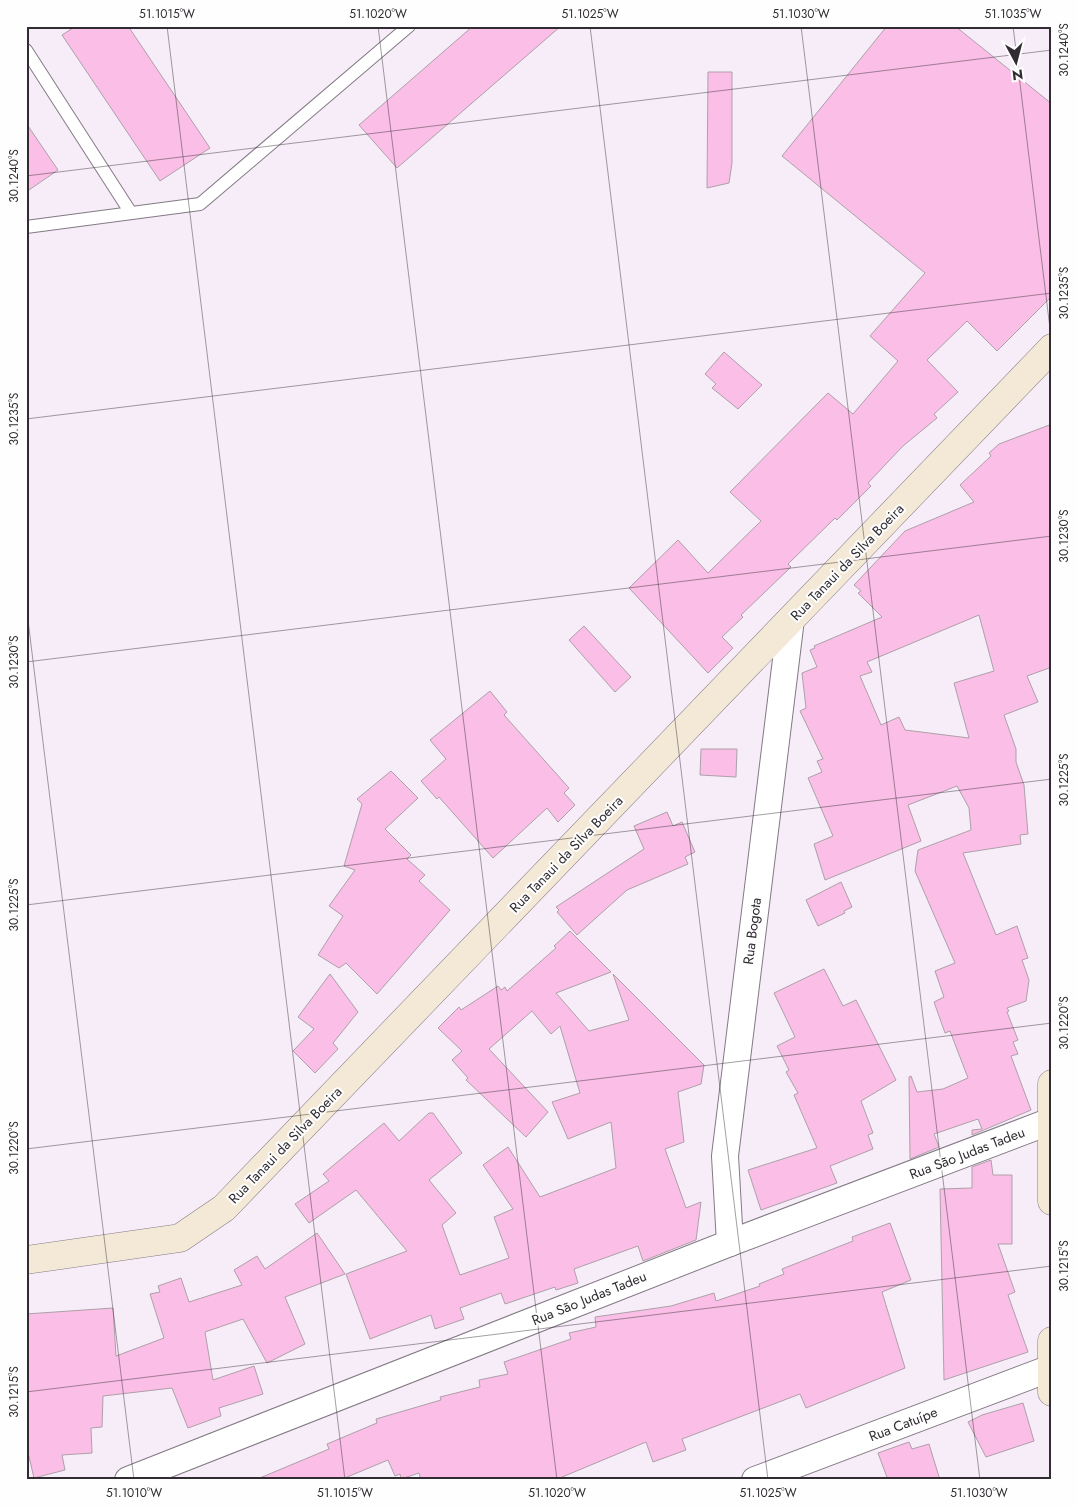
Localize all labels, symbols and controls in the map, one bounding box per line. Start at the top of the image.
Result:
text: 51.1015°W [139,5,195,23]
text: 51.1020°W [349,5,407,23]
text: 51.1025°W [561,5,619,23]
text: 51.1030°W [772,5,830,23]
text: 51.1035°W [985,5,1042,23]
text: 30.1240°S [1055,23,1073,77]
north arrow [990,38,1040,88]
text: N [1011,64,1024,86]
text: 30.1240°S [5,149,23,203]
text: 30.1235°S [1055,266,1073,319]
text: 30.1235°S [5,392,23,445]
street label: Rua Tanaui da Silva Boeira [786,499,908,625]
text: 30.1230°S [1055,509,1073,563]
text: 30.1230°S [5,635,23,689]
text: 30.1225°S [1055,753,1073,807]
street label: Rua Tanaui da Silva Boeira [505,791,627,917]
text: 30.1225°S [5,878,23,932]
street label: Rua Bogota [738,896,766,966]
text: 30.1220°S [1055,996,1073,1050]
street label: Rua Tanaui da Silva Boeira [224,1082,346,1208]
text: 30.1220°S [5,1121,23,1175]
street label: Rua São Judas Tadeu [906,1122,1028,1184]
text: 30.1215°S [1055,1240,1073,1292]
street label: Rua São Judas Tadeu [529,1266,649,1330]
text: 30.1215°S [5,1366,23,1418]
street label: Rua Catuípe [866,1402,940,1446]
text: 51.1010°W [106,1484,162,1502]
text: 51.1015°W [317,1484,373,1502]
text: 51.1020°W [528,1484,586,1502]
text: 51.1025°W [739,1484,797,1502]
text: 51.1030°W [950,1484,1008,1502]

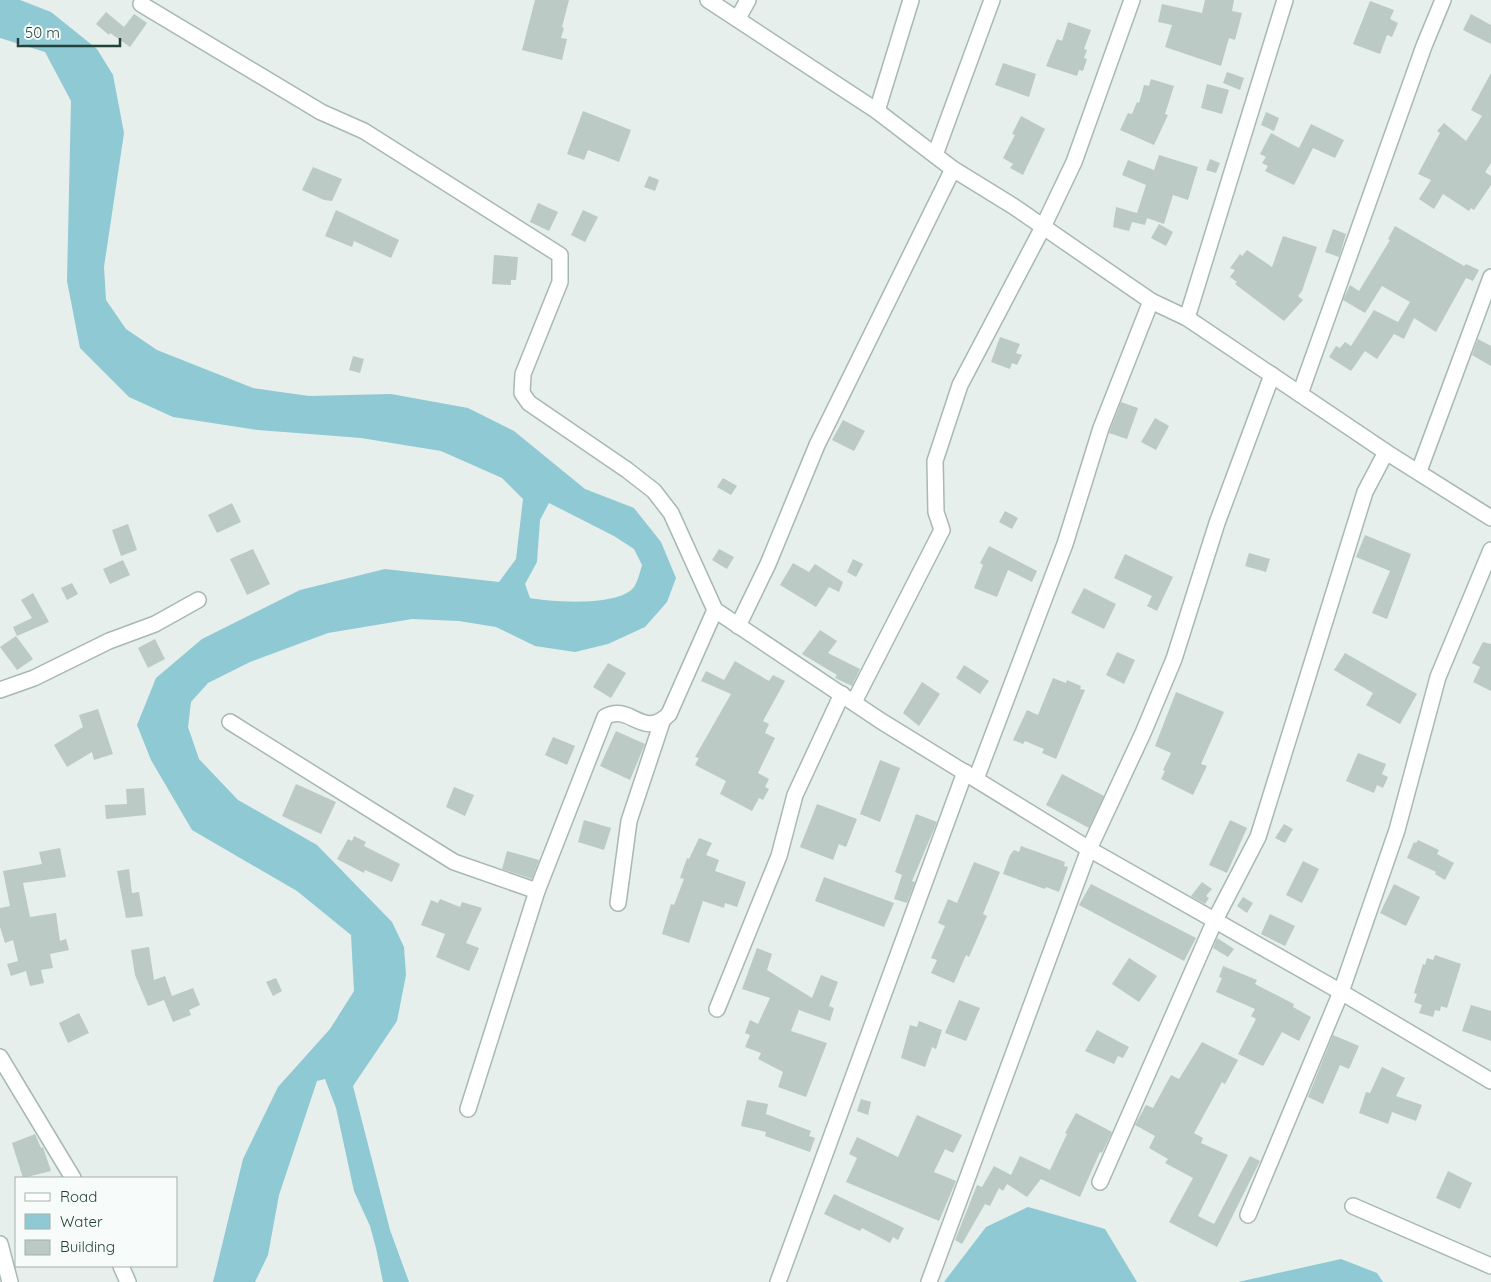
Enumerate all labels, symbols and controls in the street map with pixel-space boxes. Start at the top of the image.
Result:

--

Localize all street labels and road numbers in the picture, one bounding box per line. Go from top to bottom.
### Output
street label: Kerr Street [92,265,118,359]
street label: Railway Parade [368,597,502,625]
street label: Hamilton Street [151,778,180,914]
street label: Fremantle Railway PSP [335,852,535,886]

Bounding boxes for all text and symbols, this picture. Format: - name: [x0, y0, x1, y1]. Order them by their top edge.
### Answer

...

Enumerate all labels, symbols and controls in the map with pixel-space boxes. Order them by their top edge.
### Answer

--- WHAT TO WORK ON ---
Would you count the lines in the entries that hold "Order" and reply with only the count?

--- SOLVED EXERCISE ---
2